[Stored items]
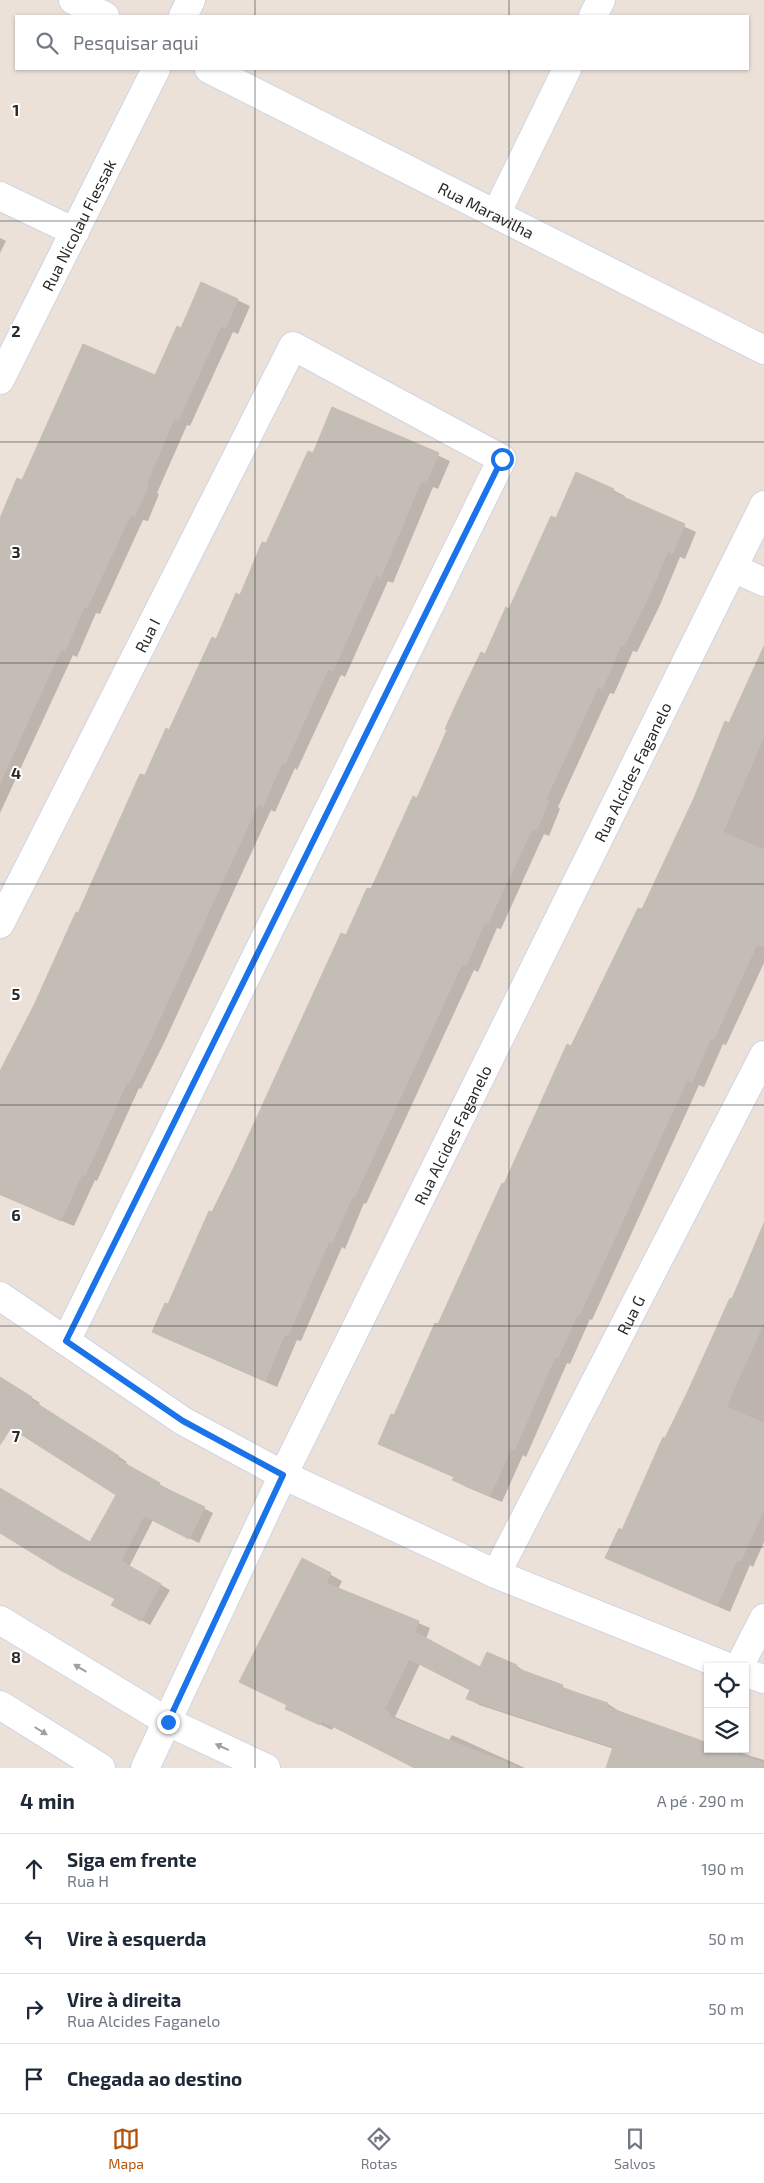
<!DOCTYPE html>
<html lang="pt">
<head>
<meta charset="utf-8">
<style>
	:root { --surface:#fff; --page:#f2f2f3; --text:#1f2937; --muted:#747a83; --line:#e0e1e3; --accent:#b45309 }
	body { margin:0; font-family:"Exo 2",sans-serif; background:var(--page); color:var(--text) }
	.controls { position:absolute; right:15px; bottom:15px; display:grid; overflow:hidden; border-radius:0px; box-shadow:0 1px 4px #0004 }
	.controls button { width:45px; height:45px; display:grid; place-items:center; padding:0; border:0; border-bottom:1px solid var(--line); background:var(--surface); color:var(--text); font:25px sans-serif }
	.stop { position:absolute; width:15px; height:15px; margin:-11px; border:4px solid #1a73e8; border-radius:50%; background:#fff }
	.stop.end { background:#1a73e8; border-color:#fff; box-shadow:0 1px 5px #0008 }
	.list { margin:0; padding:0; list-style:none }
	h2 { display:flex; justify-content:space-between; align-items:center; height:65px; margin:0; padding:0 20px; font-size:21px }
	h2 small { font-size:16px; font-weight:400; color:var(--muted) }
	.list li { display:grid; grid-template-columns:32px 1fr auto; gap:15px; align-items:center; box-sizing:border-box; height:70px; padding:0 20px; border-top:1px solid var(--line) }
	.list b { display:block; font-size:19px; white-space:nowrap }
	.list p { margin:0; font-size:16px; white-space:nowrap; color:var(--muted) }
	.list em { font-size:16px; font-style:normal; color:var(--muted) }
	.icon { flex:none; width:28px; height:28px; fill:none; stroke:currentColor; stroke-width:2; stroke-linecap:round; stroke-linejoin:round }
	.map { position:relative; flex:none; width:764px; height:1768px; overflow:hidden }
	.search { position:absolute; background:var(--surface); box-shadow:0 1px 4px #0004; left:15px; right:15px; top:15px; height:55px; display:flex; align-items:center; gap:12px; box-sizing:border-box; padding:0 18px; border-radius:0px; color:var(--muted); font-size:19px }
	.sheet { height:345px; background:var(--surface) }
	nav { display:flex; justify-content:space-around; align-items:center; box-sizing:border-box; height:70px; border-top:1px solid var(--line); background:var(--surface); font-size:14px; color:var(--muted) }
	nav a { display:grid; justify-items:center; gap:2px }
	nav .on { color:var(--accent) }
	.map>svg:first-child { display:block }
	.shadow { fill:#0003 }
	.building { fill:#c4bdb5; stroke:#c7bdb3 }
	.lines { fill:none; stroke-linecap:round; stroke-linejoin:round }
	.street-casing { stroke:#cfd5e3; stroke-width:30 }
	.street { stroke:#fff; stroke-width:28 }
	.oneway { fill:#9f9f9f }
	.route { stroke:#1a73e8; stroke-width:6 }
	.grid { fill:none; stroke:#292929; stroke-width:1; stroke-opacity:0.55 }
	.labels { text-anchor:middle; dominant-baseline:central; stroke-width:4; stroke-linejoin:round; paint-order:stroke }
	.street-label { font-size:16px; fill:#292929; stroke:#fff }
	.grid-label { font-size:16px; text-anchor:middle; font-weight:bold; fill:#292929; stroke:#fff; stroke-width:4; stroke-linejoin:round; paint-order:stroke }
</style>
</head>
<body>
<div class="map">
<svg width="764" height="1768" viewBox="0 0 764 1768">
	<rect width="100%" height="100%" fill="#ece1d9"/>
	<g class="shadow">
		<path d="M 0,238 L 6,241 L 0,253 Z"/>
		<path d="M 202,284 L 250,306 L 238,334 L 233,332 L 190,426 L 187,425 L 157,493 L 159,494 L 148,521 L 143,520 L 100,614 L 96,613 L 77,657 L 73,655 L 0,813 L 0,521 L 22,481 L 155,376 L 182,329 Z"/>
		<path d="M 333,408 L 450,461 L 438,489 L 433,487 L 393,583 L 388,581 L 345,677 L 341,675 L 297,770 L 295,768 L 275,812 L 271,810 L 163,1045 L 141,1089 L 139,1088 L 97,1181 L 95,1180 L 74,1226 L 0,1195 L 0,1073 L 9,1053 L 11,1054 L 145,777 L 313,454 Z"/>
		<path d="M 613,490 L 625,496 L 624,499 L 696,532 L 685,559 L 680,557 L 660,605 L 637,652 L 633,651 L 614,694 L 610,693 L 558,807 L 560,809 L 549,836 L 544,834 L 501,929 L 497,928 L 478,972 L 474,970 L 366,1204 L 364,1203 L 345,1249 L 342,1247 L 301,1341 L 297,1340 L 277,1387 L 165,1338 L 154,1332 L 169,1306 L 346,936 L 418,800 L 486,656 L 557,519 Z"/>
		<path d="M 764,658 L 764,963 L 726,1045 L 723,1044 L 704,1087 L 699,1085 L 592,1320 L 590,1319 L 570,1364 L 567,1363 L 526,1457 L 523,1455 L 502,1502 L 466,1487 L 454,1480 L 455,1477 L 379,1443 L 394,1417 L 572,1048 L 643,911 L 730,725 Z"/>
		<path d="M 764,1230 L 764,1542 L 753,1567 L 750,1565 L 730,1612 L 607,1557 L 622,1531 Z"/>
		<path d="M 0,1377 L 40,1403 L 38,1405 L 127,1462 L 125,1465 L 168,1489 L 168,1490 L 213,1513 L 199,1543 L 153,1520 L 129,1567 L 170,1590 L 150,1625 L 113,1604 L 116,1599 L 0,1531 L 0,1488 L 91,1543 L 118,1495 L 0,1421 Z"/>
		<path d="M 302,1559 L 342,1581 L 338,1589 L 430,1628 L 426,1639 L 481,1669 L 487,1653 L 517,1666 L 528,1674 L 608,1704 L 619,1711 L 618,1713 L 708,1749 L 728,1749 L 764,1760 L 764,1768 L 607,1768 L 614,1749 L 479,1705 L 468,1698 L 471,1690 L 420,1664 L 395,1717 L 449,1740 L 452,1735 L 525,1768 L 414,1768 L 334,1726 L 332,1730 L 287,1709 Z"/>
	</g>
	<g class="building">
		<path d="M 201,282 L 238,299 L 226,328 L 221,326 L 178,421 L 174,419 L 146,485 L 148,486 L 135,516 L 131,514 L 87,608 L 84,607 L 65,651 L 61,649 L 0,783 L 0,518 L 17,478 L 22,480 L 83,344 L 155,375 L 177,326 L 181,328 Z"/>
		<path d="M 332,407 L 439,453 L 426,483 L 421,481 L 381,577 L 376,575 L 333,671 L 328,669 L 285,764 L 282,763 L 263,806 L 258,804 L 151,1038 L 129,1083 L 127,1082 L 85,1176 L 82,1174 L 61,1221 L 0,1194 L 0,1071 L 34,1005 L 76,912 L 78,913 L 140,774 L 145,775 L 166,728 L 169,730 L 212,637 L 216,639 L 236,593 L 240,595 L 262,542 L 266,543 L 308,451 L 313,453 Z"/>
		<path d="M 576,472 L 614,489 L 612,492 L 685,524 L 672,554 L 668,551 L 648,598 L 624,646 L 621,645 L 602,689 L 598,687 L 546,799 L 549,801 L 536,831 L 532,829 L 488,923 L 485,922 L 466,966 L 462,964 L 354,1198 L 352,1197 L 332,1243 L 329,1241 L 288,1336 L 285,1334 L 265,1381 L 152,1332 L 165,1303 L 168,1304 L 209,1211 L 212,1212 L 235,1165 L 341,933 L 346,935 L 367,888 L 371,889 L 413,796 L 417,798 L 447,730 L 445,729 L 458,700 L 481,652 L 485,654 L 506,607 L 509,609 L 551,516 L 556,518 Z"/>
		<path d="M 764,646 L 764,736 L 723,832 L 764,850 L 764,947 L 757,944 L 714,1039 L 711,1038 L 692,1082 L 687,1080 L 580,1314 L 578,1313 L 558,1358 L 555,1357 L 514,1451 L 511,1449 L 490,1496 L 452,1480 L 454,1477 L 378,1444 L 391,1414 L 394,1415 L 435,1323 L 438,1324 L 502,1183 L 504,1184 L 567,1044 L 571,1046 L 638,908 L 642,909 L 694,798 L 725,721 L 729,723 Z"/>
		<path d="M 764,1223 L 764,1322 L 726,1407 L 764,1423 L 764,1509 L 741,1561 L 737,1560 L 717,1606 L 605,1558 L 619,1528 L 622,1530 L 663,1437 L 665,1438 L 688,1391 L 730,1298 L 732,1299 Z"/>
		<path d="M 0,1377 L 32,1397 L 30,1399 L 119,1456 L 117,1459 L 160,1483 L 159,1485 L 205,1507 L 189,1539 L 144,1516 L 121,1561 L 161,1584 L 141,1621 L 111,1605 L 115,1599 L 60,1570 L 0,1533 L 0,1488 L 90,1542 L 116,1495 L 11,1428 L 0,1445 Z"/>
		<path d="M 302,1558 L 331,1573 L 326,1583 L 419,1621 L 415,1632 L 480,1667 L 487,1652 L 517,1665 L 516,1668 L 563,1685 L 562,1688 L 608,1703 L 607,1707 L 708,1743 L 708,1749 L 724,1749 L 764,1763 L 764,1768 L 606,1768 L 613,1747 L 466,1699 L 470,1690 L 409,1659 L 384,1710 L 390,1713 L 389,1717 L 515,1766 L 515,1768 L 415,1768 L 322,1721 L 320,1725 L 285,1709 L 287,1705 L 239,1682 Z"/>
	</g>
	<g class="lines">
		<defs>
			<g id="street">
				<path d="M 73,0 L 105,16"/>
				<path d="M 183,16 L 191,0"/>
				<path d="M 593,16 L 601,0"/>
				<path id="s1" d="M 209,69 L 764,350"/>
				<path d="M 0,196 L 75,232"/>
				<path d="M 496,214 L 567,69"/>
				<path id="s2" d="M 0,380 L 156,69"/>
				<path d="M 733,568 L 764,582"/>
				<path id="s3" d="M 0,924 L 293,346 L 502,459 L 66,1341"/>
				<path d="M 0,1296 L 183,1421 L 283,1475 L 496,1574 L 728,1667"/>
				<path id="s4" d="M 496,1574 L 764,1055"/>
				<path d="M 0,1620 L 168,1722 L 266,1768"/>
				<path d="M 739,1667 L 764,1618"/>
				<path d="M 745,1673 L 764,1679"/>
				<path d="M 0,1705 L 101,1768"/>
				<path id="s5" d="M 145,1768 L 283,1475 L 764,505"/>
			</g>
		</defs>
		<use href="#street" class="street-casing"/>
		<use href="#street" class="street"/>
	</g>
	<defs><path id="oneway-solid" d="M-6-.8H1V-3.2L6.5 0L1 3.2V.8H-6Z" transform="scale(1.25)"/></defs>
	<g class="oneway">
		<use href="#oneway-solid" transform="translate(80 1668) rotate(-149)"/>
		<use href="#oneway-solid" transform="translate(41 1731) rotate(32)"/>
		<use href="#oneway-solid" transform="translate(222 1747) rotate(-155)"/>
	</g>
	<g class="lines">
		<path class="route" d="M 168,1722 L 283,1475 L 183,1421 L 66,1341 L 502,459"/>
	</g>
	<path class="grid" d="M 255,0 L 255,16M 509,0 L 509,16M 255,69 L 255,1768M 509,69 L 509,1768M 0,221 L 764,221M 0,442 L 764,442M 0,663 L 764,663M 0,884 L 764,884M 0,1105 L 764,1105M 0,1326 L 764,1326M 0,1547 L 764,1547"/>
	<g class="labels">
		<g class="street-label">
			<text stroke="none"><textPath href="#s1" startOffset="311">Rua Maravilha</textPath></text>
			<text stroke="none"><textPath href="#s2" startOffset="174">Rua Nicolau Flessak</textPath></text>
			<text stroke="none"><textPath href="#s3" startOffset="324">Rua I</textPath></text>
			<text stroke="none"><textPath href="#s5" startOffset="1109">Rua Alcides Faganelo</textPath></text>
			<text stroke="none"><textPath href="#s5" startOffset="704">Rua Alcides Faganelo</textPath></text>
			<text stroke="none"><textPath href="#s4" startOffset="292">Rua G</textPath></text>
		</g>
	</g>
	<g class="grid-label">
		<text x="16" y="116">1</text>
		<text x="16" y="337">2</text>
		<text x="16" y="558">3</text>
		<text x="16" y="779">4</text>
		<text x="16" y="1000">5</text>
		<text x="16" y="1221">6</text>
		<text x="16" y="1442">7</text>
		<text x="16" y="1663">8</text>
	</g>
</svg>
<div class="controls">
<button><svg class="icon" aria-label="locate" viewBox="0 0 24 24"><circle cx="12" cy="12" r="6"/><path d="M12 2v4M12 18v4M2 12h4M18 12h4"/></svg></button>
<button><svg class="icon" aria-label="layers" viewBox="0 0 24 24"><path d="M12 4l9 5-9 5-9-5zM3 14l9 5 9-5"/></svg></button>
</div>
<div class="stop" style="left:502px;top:459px"></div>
<div class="stop end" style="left:168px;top:1722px"></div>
<div class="search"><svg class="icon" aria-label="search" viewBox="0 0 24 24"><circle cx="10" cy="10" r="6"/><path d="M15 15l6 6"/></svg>Pesquisar aqui</div>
</div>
<section class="sheet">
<h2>4 min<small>A pé · 290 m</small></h2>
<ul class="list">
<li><svg class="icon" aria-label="ahead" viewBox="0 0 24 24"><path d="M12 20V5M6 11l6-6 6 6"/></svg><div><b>Siga em frente</b><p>Rua H</p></div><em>190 m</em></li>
<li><svg class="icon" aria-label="left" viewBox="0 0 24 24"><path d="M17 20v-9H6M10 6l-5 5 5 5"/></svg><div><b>Vire à esquerda</b></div><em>50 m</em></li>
<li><svg class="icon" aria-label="right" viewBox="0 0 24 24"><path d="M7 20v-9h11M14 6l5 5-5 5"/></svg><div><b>Vire à direita</b><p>Rua Alcides Faganelo</p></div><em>50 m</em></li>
<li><svg class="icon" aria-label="arrive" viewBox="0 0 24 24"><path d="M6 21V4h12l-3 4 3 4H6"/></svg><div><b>Chegada ao destino</b></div></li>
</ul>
</section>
<nav>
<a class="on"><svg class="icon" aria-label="map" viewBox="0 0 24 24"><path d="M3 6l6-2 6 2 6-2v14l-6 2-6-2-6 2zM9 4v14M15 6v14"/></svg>Mapa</a>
<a><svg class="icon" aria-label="directions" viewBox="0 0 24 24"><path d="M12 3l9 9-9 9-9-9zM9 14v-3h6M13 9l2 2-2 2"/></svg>Rotas</a>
<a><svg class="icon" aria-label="saved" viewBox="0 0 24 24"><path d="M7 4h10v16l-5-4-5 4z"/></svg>Salvos</a>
</nav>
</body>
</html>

_How to complete this task_
Whenever a line above includes "sans", copy it in full.

_Solution_
	body { margin:0; font-family:"Exo 2",sans-serif; background:var(--page); color:var(--text) }
	.controls button { width:45px; height:45px; display:grid; place-items:center; padding:0; border:0; border-bottom:1px solid var(--line); background:var(--surface); color:var(--text); font:25px sans-serif }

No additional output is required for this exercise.